The dire situation in the besieged Gaza Strip has not seen any improvement but has rather become even worse, despite being two weeks since the International Court of Justice (ICJ) ruling.
News of Israel ramping up its attacks on Rafah as it prepares to mount a ground offensive there has compounded the worry and dismay of displaced Palestinians.
International aid organisations have warned that any major operation in Rafah would exacerbate what is already a humanitarian catastrophe.
Humanitarian organization, Islamic Relief stated that since the ICJ ruling, “thousands more people have been killed and injured, and famine is becoming more likely every day as the Israeli siege continues to cut families off from food, healthcare and water.”
The group warned that Israel’s attack on Rafah “will have catastrophic consequences for civilians.”
Islamic Relief called on world leaders and governments to demand an “immediate ceasefire and implementation of the ICJ ruling.”
An Islamic Relief staff member in Gaza said, “Israel is starving us. We either get killed by bullets or starvation.”
“My children and I haven’t eaten fruit or vegetables for months, and people get killed when they try to meet aid trucks arriving from the UN,” the staff member added.

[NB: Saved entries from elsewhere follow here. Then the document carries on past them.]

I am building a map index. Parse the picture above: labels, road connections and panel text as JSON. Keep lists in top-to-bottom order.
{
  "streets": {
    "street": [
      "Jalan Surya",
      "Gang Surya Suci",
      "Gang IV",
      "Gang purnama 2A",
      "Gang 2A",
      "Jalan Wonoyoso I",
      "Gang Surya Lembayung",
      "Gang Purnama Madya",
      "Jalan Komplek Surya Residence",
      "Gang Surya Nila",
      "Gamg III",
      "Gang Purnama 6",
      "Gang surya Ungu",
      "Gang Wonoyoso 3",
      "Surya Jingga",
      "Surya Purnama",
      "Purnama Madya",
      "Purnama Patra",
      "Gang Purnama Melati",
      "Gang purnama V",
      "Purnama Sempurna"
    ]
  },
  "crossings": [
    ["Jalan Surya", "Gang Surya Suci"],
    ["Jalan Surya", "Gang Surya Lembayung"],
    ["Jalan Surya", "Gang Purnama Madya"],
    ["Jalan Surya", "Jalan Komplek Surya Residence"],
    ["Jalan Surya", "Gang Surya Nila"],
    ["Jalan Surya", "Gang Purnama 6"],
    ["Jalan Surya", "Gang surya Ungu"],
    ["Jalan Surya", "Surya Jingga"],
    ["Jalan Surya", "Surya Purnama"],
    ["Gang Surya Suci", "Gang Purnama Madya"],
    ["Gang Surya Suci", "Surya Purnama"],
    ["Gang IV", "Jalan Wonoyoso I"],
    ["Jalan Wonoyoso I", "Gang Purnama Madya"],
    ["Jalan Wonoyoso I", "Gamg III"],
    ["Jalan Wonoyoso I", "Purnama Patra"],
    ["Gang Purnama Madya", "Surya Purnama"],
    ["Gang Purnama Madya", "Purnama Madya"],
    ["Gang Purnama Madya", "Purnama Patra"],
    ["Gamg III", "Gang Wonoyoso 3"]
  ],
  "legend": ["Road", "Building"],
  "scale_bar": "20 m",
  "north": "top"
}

Separately, Bob Kitchen of the International Rescue Committee, said, “If they aren’t killed in the fighting, Palestinian children, women and men will be at risk of dying by starvation or disease.”
Kitchen added, “There will no longer be a single ‘safe’ area for Palestinians to go to.”
The government media office in the Gaza Strip holds the United States and Israel responsible for the famine in northern Gaza, saying it’s worsening day by day.
“We immediately demand the entry of a thousand trucks daily into northern Gaza until it recovers from the famine and its effects,” the office said in a statement.
The entire population in Gaza is in food crisis with at least 576,600 at catastrophic or starvation levels, according to UN figures.
James Elder, the spokesman for the United Nations Children’s Fund (UNICEF), told a news agency that the Gaza Strip has the worst levels of malnutrition of any place in the world.
“Gaza is now experiencing the worst level of malnutrition for children,” Elder said, speaking from Geneva.
“There is no safe area in Gaza and civilians must be provided with water and shelter. The [Israeli] restrictions imposed make it difficult for us to carry out our work in the Gaza Strip,” he added.
Moreover, UNICEF Executive Director, Catherine Russell stressed that an attack on Rafah would mark “another devastating turn in a war” that has killed nearly 28,000 people.
She said that it could leave thousands more dead through violence or lack of essential services, and further disrupt humanitarian assistance.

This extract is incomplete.